What is required
Filter the data below for the string "Keep" and copy each matching line.

##### Source material

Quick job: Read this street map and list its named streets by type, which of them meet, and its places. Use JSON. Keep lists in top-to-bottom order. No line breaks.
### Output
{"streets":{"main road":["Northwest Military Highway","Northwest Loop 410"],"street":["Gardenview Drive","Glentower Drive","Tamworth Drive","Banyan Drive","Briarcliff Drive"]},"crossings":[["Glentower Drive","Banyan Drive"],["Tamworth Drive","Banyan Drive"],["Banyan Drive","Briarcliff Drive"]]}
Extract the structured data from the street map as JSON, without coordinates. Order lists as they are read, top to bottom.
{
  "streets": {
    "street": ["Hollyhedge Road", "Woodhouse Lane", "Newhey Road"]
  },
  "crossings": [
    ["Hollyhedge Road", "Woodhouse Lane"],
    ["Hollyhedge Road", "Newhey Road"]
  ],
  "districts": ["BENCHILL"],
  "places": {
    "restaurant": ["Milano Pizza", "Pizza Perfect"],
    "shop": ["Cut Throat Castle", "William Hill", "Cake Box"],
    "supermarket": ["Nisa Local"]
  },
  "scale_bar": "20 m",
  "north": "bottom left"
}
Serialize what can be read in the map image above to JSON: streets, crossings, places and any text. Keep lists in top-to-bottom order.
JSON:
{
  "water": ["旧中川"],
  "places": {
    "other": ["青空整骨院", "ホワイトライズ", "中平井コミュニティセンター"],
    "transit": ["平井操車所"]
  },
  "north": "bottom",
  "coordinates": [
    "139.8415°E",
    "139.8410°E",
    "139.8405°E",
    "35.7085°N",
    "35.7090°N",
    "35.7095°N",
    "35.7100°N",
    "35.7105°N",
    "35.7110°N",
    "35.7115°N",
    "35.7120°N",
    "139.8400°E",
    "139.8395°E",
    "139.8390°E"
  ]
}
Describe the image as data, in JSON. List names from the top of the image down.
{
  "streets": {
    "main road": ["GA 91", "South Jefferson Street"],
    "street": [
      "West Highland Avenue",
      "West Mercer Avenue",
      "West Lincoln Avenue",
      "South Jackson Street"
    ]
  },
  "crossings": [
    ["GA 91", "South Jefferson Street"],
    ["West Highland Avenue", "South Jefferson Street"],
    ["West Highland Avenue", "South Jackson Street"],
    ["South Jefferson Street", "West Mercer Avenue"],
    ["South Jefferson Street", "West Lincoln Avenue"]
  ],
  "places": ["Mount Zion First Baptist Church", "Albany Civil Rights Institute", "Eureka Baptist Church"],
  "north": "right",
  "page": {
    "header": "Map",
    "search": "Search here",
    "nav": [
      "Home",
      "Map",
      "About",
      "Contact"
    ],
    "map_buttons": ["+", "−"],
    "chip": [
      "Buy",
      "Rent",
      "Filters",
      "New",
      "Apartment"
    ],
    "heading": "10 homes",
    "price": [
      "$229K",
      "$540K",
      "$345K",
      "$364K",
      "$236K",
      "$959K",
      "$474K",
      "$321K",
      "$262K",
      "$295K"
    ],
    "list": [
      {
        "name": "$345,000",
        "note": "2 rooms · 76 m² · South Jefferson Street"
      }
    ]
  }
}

##########

Response to the exercise
Quick job: Read this street map and list its named streets by type, which of them meet, and its places. Use JSON. Keep lists in top-to-bottom order. No line breaks.
Serialize what can be read in the map image above to JSON: streets, crossings, places and any text. Keep lists in top-to-bottom order.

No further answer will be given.